If you have a rather overgrown rambler, it is ideal to renovate it to ensure it thrives next year. According to the experts, this job should be done in late winter.

They explained: “Remove all dead, diseases, dying and weak shoots. Cut some of the old woody branches to the ground, retaining a maximum of six young, vigorous stems that can be secured to supports.

“Saw away any dead stumps at the base of the plant, where rain can collect and encourage rot. Shorten side shoots on the remaining branches and prune back the tips by one third to one half, to encourage branching.

“Give pruned plants a boost in the following spring by spreading a granular rose fertiliser over the soil and mulch them with a five centimetre layer of garden compost or well rotted manure.”

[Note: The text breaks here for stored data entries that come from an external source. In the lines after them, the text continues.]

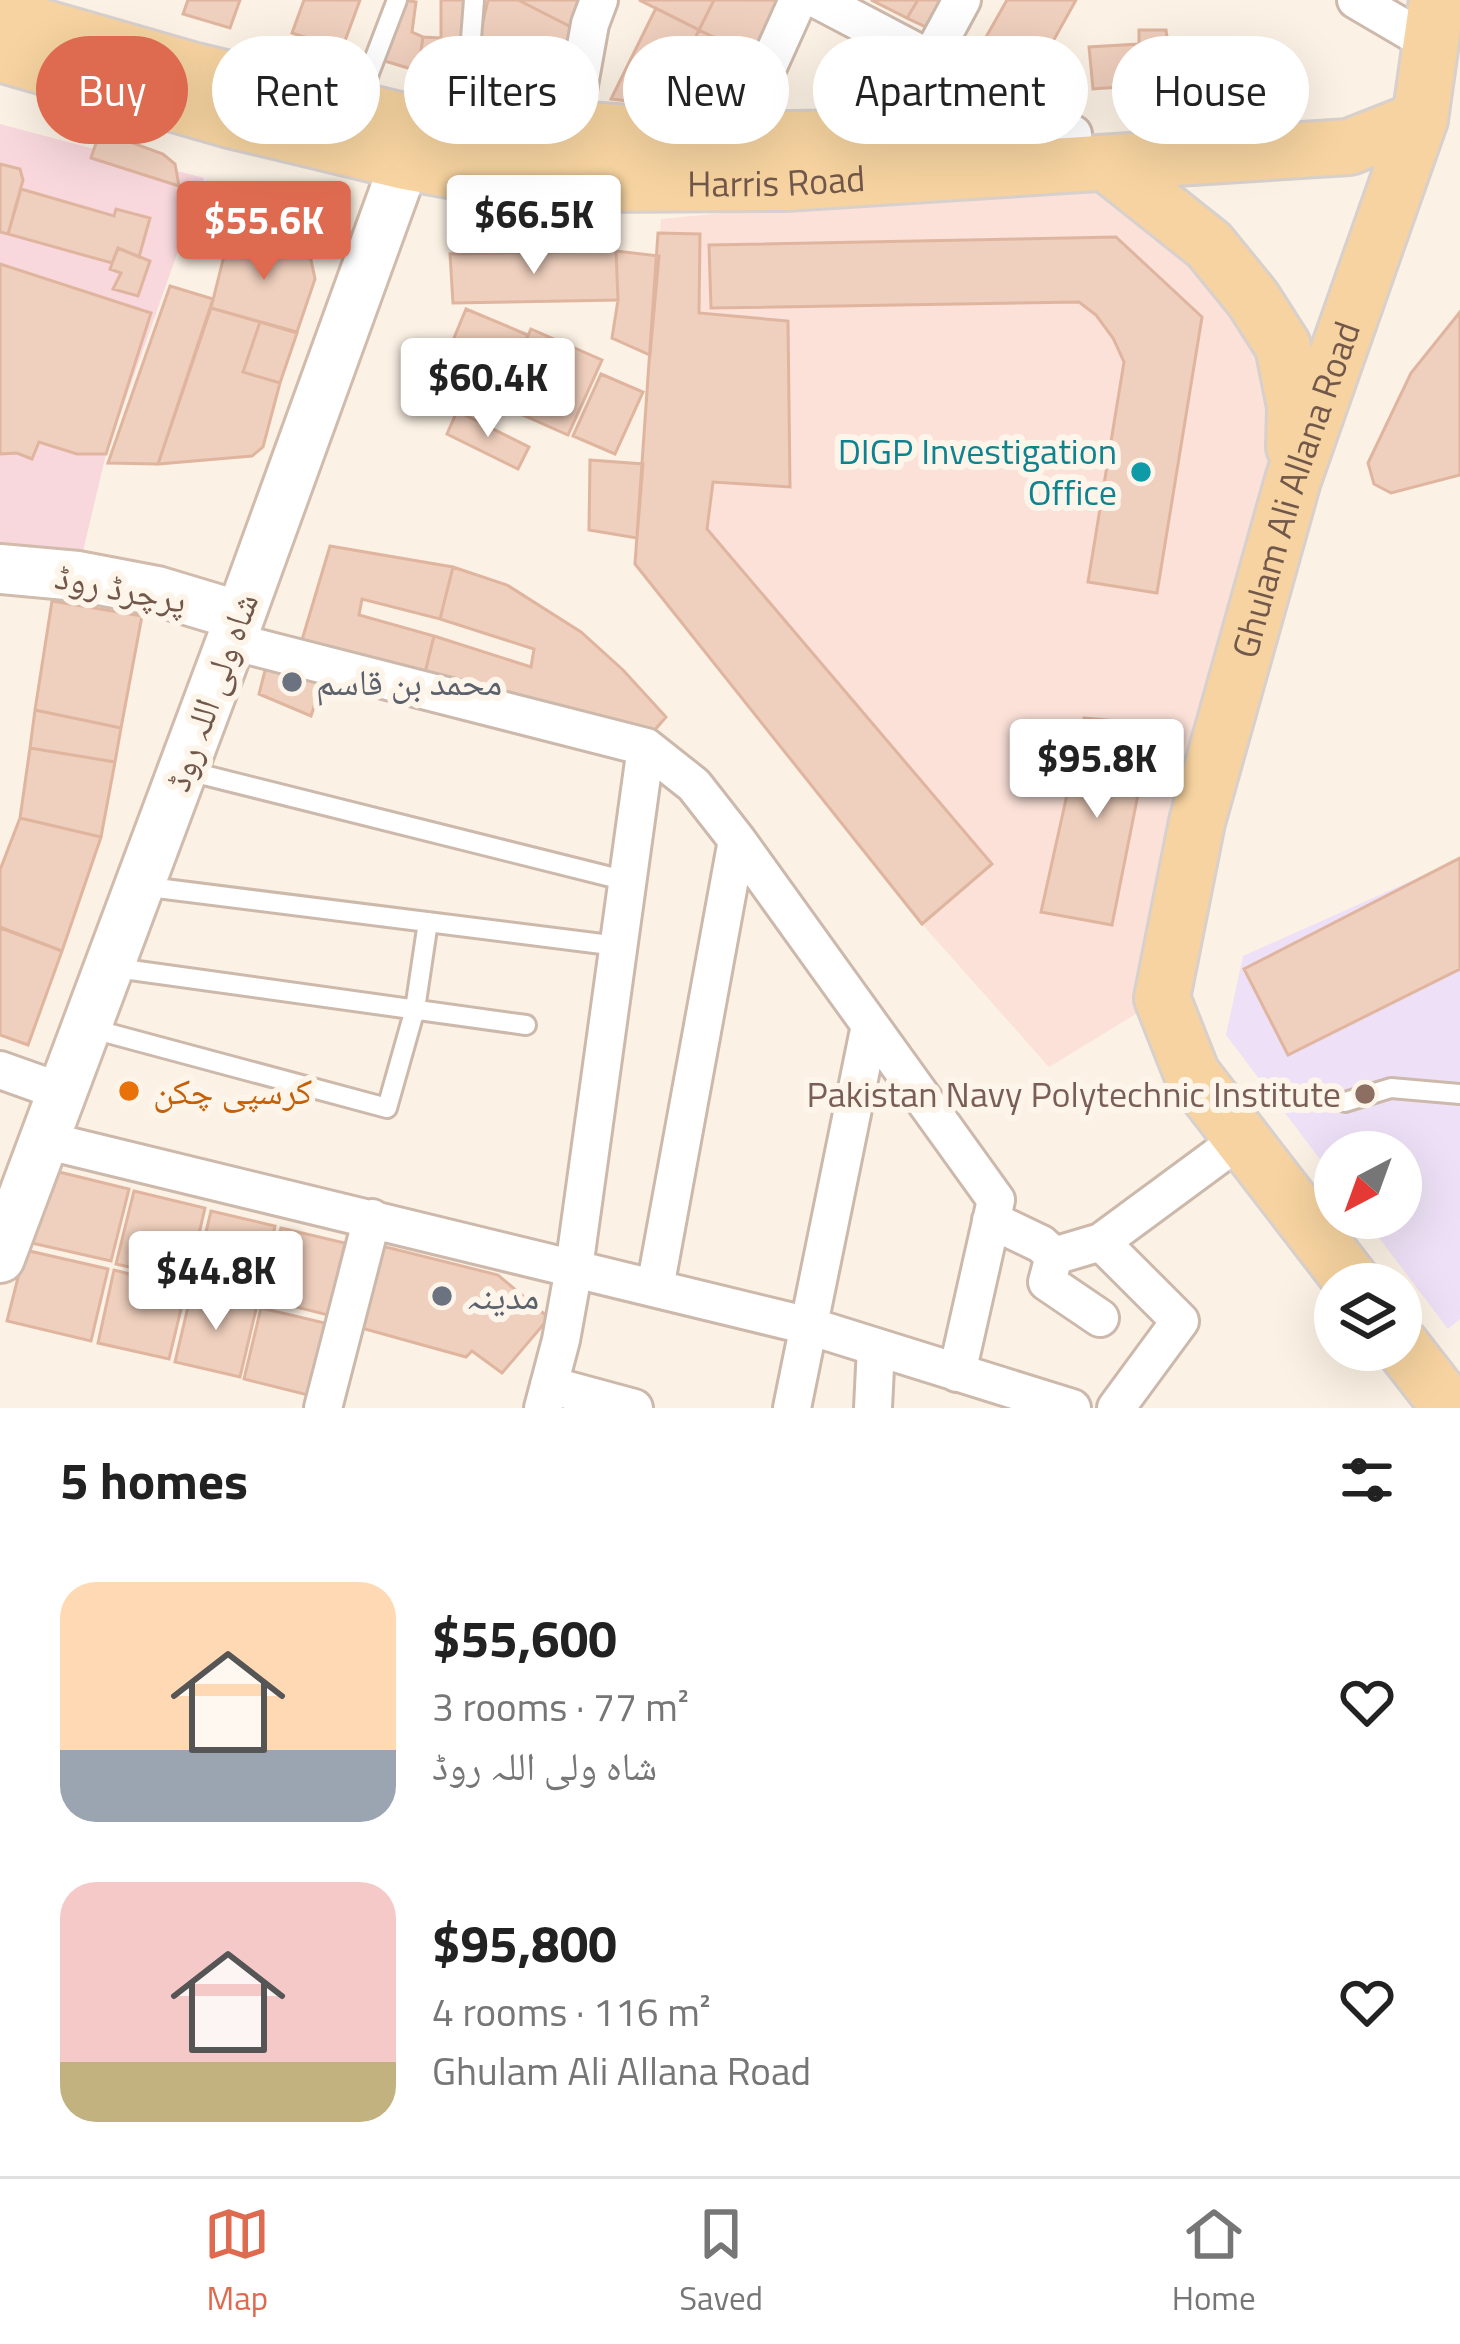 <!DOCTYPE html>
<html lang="en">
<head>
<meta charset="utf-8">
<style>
  body { margin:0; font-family:"Titillium Web","Noto Naskh Arabic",sans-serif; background:#f6f6f6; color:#222; height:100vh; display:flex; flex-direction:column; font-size:45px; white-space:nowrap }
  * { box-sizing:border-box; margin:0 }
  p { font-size:39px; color:#767676 }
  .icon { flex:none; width:66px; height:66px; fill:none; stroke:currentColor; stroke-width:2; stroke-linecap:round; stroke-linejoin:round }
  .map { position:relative; height:1408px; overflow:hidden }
  .sheet { display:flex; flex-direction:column; background:#fff; flex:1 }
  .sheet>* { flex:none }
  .top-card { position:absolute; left:36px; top:36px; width:1389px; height:108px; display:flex; gap:24px }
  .needle { width:78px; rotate:221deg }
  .fabs { position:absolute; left:1314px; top:1131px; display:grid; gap:24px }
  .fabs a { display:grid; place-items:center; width:108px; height:108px; border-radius:50%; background:#fff; box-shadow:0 12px 48px #0002; font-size:60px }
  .price { position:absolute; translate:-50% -102px; padding:0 27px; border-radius:12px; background:#fff; color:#222; font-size:39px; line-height:78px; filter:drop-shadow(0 3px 6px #0008) }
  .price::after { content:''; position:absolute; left:50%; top:72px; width:36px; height:27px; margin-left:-18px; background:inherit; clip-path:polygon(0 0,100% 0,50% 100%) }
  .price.active { background:#de6b50; color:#fff }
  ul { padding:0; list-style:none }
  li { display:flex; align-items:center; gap:36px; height:300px; padding:0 60px }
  li span { display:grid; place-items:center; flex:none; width:336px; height:240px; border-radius:36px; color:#555 }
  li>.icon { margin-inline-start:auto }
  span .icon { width:144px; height:144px; fill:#fffc; stroke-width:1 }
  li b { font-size:51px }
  h2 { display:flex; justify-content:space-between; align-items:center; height:144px; padding:0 60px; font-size:51px }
  .tag { padding:0 42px; border-radius:54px; background:#fff; box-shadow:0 12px 48px #0002; font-size:42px; line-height:108px }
  .tag.active { background:#de6b50; color:#fff }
  .tabs { display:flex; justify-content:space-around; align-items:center; height:168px; border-top:3px solid #e0e0e0; background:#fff; font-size:33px; color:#767676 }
  .tabs a { display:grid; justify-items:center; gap:6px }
  .tabs .active { color:#de6b50 }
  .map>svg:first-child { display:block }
  .commercial { fill:#fbe1d8 }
  .education { fill:#eee1f7 }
  .medical { fill:#f8d8dd }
  .building { fill:#efcfbd; stroke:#e0b59f; stroke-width:3 }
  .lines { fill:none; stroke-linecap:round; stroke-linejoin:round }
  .lane-casing { stroke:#ccb9ab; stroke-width:24 }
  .street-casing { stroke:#ccb9ab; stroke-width:42 }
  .secondary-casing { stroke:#d0bbac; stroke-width:54 }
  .primary-casing { stroke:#d8d0cd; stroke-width:60 }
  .lane { stroke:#fff; stroke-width:18 }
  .street { stroke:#fff; stroke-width:36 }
  .secondary { stroke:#fff; stroke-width:48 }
  .primary { stroke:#f6d3a0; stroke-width:54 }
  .culture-dot { fill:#0f9aa8; stroke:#fef5ea; stroke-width:4.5 }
  .worship-dot { fill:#6b7280; stroke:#fef5ea; stroke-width:4.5 }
  .food-dot { fill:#e8710a; stroke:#fef5ea; stroke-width:4.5 }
  .education-dot { fill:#8d6e63; stroke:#fef5ea; stroke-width:4.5 }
  .labels { text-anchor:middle; stroke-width:12; stroke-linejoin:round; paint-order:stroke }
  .street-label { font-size:36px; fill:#72584b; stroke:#fef5ea }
  .culture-label { font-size:36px; fill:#0d838f; stroke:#fef5ea; text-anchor:end }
  .worship-label { font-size:36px; fill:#5b616d; stroke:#fef5ea; text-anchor:start }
  .food-label { font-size:36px; fill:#c56008; stroke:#fef5ea; text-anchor:start }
  .education-label { font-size:36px; fill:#785e54; stroke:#fef5ea; text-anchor:end }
</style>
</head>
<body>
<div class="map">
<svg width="1460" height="1408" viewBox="0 0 1460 1408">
  <rect width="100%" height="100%" fill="#fbf1e4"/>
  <path class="commercial" d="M 1106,177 L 1158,203 L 1295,406 L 1162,998 L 1049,1067 L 922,924 L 635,564 L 661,219 Z"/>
  <path class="education" d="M 1460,859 L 1460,1319 L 1448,1329 L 1364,1218 L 1401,1218 L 1401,1152 L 1335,1152 L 1335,1179 L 1226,1035 L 1243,956 Z"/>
  <path class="medical" d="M 0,124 L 204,178 L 106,454 L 79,568 L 0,561 Z"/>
  <path class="building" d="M 188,0 L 240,0 L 230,28 L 183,14 Z
    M 304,0 L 360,0 L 342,49 L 292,33 Z
    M 405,0 L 416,2 L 412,32 L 423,37 L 418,71 L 378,59 Z
    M 441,0 L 466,0 L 464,74 L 418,71 L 423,37 L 441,38 Z
    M 488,0 L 518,0 L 575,29 L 563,86 L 481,80 L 481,30 Z
    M 518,0 L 587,0 L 575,29 Z
    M 639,0 L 714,0 L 699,30 Z
    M 714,0 L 785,0 L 761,60 L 699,30 Z
    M 871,0 L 918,0 L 907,18 Z
    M 918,0 L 968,0 L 947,37 L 907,18 Z
    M 1007,0 L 1076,0 L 1027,88 L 973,60 Z
    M 656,8 L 699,30 L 662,105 L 611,99 Z
    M 699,30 L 761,60 L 737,113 L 662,105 Z
    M 1139,30 L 1166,30 L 1168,43 L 1251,40 L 1253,85 L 1176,87 L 1173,101 L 1147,101 L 1149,85 L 1093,89 L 1089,47 L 1139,44 Z
    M 100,131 L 163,154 L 175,164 L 179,186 L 91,158 Z
    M 0,164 L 20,169 L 23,180 L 8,234 L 0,232 Z
    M 245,183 L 326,203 L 329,209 L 322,240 L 315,248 L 232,226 Z
    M 21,189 L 114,216 L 116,209 L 150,218 L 139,257 L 118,248 L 112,263 L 8,234 Z
    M 230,232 L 310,255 L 315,279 L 297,332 L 211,308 Z
    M 658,233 L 700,234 L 699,313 L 788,321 L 790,487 L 713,482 L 707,529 L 992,864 L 922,924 L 635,564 Z
    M 1116,237 L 1202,317 L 1157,593 L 1088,582 L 1124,362 L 1113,338 L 1096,315 L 1079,302 L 711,308 L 709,245 Z
    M 118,248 L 150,261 L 138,296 L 113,289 L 121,273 L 110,269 Z
    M 616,251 L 659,256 L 650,355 L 612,338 L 618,300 Z
    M 616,251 L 618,300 L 453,303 L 450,254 Z
    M 0,264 L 151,313 L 106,454 L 77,454 L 39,442 L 32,459 L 17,453 L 0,454 Z
    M 170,286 L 213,299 L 158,464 L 108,463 Z
    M 211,308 L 260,322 L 243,372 L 280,383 L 263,447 L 252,456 L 158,464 Z
    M 466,309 L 528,335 L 498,404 L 437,379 Z
    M 1460,312 L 1460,475 L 1391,493 L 1374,484 L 1368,463 L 1411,373 Z
    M 260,322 L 297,333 L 280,383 L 243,372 Z
    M 531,329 L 602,360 L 568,435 L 498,404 Z
    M 601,374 L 643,392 L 615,454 L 573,436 Z
    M 457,411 L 529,447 L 518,469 L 447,434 Z
    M 590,460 L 643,464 L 637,538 L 589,530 Z
    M 330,546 L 453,567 L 440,619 L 362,599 L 359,615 L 434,636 L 423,681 L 299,650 Z
    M 453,567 L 507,585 L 581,632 L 623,670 L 666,717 L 646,740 L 423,681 L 434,636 L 531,667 L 534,649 L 440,619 Z
    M 52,601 L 142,616 L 121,728 L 35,710 Z
    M 269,655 L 326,670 L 311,716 L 259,694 Z
    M 35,710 L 121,728 L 115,762 L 30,748 Z
    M 1084,718 L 1152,724 L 1112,925 L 1041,912 Z
    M 30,748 L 115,762 L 101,837 L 20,818 Z
    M 20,818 L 101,837 L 62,951 L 0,927 L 0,870 Z
    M 1460,858 L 1460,969 L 1288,1055 L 1244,969 Z
    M 0,928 L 62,951 L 28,1045 L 0,1035 Z
    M 55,1171 L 129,1189 L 111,1261 L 27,1242 Z
    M 134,1191 L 205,1208 L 188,1280 L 116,1264 Z
    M 211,1211 L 275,1226 L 258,1298 L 194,1282 Z
    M 281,1228 L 345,1243 L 328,1315 L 264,1299 Z
    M 374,1244 L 498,1275 L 549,1318 L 502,1373 L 472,1351 L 466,1357 L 354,1326 Z
    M 25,1250 L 108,1269 L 91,1341 L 7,1321 Z
    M 114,1270 L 186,1288 L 169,1359 L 98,1343 Z
    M 192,1290 L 257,1305 L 240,1377 L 175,1362 Z
    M 261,1308 L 325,1323 L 308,1395 L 244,1379 Z"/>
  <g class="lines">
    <g class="lane-casing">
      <path id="lane" d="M 358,102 L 397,0
        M 473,124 L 471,39 L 474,0
        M 184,770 L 627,881
        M 141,886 L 618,946
        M 109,967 L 526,1025
        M 89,1028 L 387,1108 L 415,1009 L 428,922
        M 1345,1102 L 1391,1088 L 1460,1094"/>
    </g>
    <g class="street-casing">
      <path id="street" d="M 818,0 L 1073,134
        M 1356,0 L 1431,44
        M 930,59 L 962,0
        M 571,129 L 590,24 L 599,0
        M 735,140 L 798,0
        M 231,641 L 646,747 L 574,1268 L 561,1340 L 543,1408
        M 646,747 L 694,785 L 737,840 L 996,1200 L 957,1373
        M 0,1070 L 62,1092
        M 44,1140 L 809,1326 L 1072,1408
        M 991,1220 L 1041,1244 L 1054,1256 L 1047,1282 L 1100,1318
        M 1101,1242 L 1180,1321 L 1116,1408
        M 1054,1256 L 1101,1242 L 1242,1138
        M 655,1288 L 737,840
        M 549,1385 L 634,1408
        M 323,1408 L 372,1218
        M 792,1408 L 870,1025
        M 873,1408 L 876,1347"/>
    </g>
    <g class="secondary-casing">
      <path id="secondary" d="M 0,569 L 78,576 L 157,591 L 240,616
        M 0,1258 L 231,641 L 405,162 L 415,124"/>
    </g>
    <g class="primary-casing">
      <g id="primary">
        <path d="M 0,15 L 195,71 L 415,124 L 445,128 L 571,129 L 735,140 L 1027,135"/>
        <path id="s1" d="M 0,54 L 230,120 L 405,162 L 493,178 L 593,184 L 785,183 L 1349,147 L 1420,119"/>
        <path d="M 1106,163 L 1209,245 L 1253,299 L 1283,346 L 1295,406 L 1294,447"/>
        <path id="s2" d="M 1354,1284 L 1192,1074 L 1162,998 L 1197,822 L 1293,480 L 1420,119 L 1437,0"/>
        <path d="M 1401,1345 L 1450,1408"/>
      </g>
    </g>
    <use href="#lane" class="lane"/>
    <use href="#street" class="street"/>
    <use href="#secondary" class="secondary"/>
    <use href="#primary" class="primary"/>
  </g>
  <circle class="culture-dot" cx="1141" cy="472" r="12"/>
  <g class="worship-dot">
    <circle cx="292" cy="682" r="12"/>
    <circle cx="442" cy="1296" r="12"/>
  </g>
  <circle class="food-dot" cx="129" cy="1091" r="12"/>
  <circle class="education-dot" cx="1365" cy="1094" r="12"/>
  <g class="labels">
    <g class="street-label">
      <text dy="13" stroke="none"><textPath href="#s1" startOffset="792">Harris Road</textPath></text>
      <text dy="13" stroke="none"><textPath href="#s2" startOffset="873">Ghulam Ali Allana Road</textPath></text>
      <text transform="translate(121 588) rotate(11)" y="13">پرچرڈ روڈ</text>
      <text transform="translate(211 692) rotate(-70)" y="13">شاہ ولی اللہ روڈ</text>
    </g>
    <g class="culture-label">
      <text x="1117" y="464">DIGP Investigation<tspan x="1117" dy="41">Office</tspan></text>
    </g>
    <g class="worship-label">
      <text x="316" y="695">محمد بن قاسم</text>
      <text x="466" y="1309">مدینہ</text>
    </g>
    <g class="food-label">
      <text x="153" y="1104">کرسپی چکن</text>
    </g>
    <g class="education-label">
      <text x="1341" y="1107">Pakistan Navy Polytechnic Institute</text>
    </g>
  </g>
</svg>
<div class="fabs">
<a><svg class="needle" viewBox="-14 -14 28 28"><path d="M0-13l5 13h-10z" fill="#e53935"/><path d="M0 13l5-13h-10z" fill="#767676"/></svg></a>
<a><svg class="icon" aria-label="layers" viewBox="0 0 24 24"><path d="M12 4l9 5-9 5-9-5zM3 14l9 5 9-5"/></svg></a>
</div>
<b class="price" style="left:534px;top:277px">$66.5K</b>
<b class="price active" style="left:264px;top:283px">$55.6K</b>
<b class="price" style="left:488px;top:440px">$60.4K</b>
<b class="price" style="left:1097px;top:821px">$95.8K</b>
<b class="price" style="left:216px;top:1333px">$44.8K</b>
<div class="top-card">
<a class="tag active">Buy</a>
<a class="tag">Rent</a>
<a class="tag">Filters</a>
<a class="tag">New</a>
<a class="tag">Apartment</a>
<a class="tag">House</a>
</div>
</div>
<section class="sheet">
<h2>5 homes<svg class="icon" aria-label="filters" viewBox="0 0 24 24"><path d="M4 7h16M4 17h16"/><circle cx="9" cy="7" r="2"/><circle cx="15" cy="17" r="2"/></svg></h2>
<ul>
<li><span style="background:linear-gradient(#ffd9b3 70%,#9aa5b1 0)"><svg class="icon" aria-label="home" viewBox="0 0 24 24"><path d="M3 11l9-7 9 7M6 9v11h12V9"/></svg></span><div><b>$55,600</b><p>3 rooms · 77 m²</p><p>شاہ ولی اللہ روڈ</p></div><svg class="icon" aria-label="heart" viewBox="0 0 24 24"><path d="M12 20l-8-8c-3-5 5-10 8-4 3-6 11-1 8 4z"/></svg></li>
<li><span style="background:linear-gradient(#f6c9c9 75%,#c2b280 0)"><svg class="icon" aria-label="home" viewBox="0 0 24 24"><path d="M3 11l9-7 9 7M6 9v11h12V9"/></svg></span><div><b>$95,800</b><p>4 rooms · 116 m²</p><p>Ghulam Ali Allana Road</p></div><svg class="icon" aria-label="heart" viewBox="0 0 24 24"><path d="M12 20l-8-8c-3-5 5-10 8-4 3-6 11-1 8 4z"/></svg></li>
</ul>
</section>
<nav class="tabs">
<a class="active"><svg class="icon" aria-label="map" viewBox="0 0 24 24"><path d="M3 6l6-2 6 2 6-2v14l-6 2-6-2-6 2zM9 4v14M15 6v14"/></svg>Map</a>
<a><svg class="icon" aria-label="saved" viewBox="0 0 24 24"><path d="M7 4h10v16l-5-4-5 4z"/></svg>Saved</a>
<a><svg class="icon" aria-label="home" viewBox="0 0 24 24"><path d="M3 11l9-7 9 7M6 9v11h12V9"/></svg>Home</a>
</nav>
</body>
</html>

In a recent episode of Gardeners’ World, Monty Don demonstrated how to prune roses, which he said was “very straightforward”.

The expert explained: “Pruning shrub roses like those in the cottage garden is actually very straightforward and if in doubt and you do nothing, you’ll do no harm at all.

“Now, this is a rambling rose and you can see it’s generating this new growth, this is a typical rambling growth.

“It’s slender and arching and you can see new growth coming down here. Because it’s young, it’s yet to go up into the tree.

“Quite frankly, the best thing to do is to leave them to it. Don’t try and prune them.

“However, I have got a rambler growing over a shed, which does need quite a lot of pruning.”

Monty said that the rambler, Felicite Perpetue, was very vigorous and wasn’t growing in the direction he had hoped due to a lack of light.

The expert pruned the rose back to make sure its growth was the best it could be next year.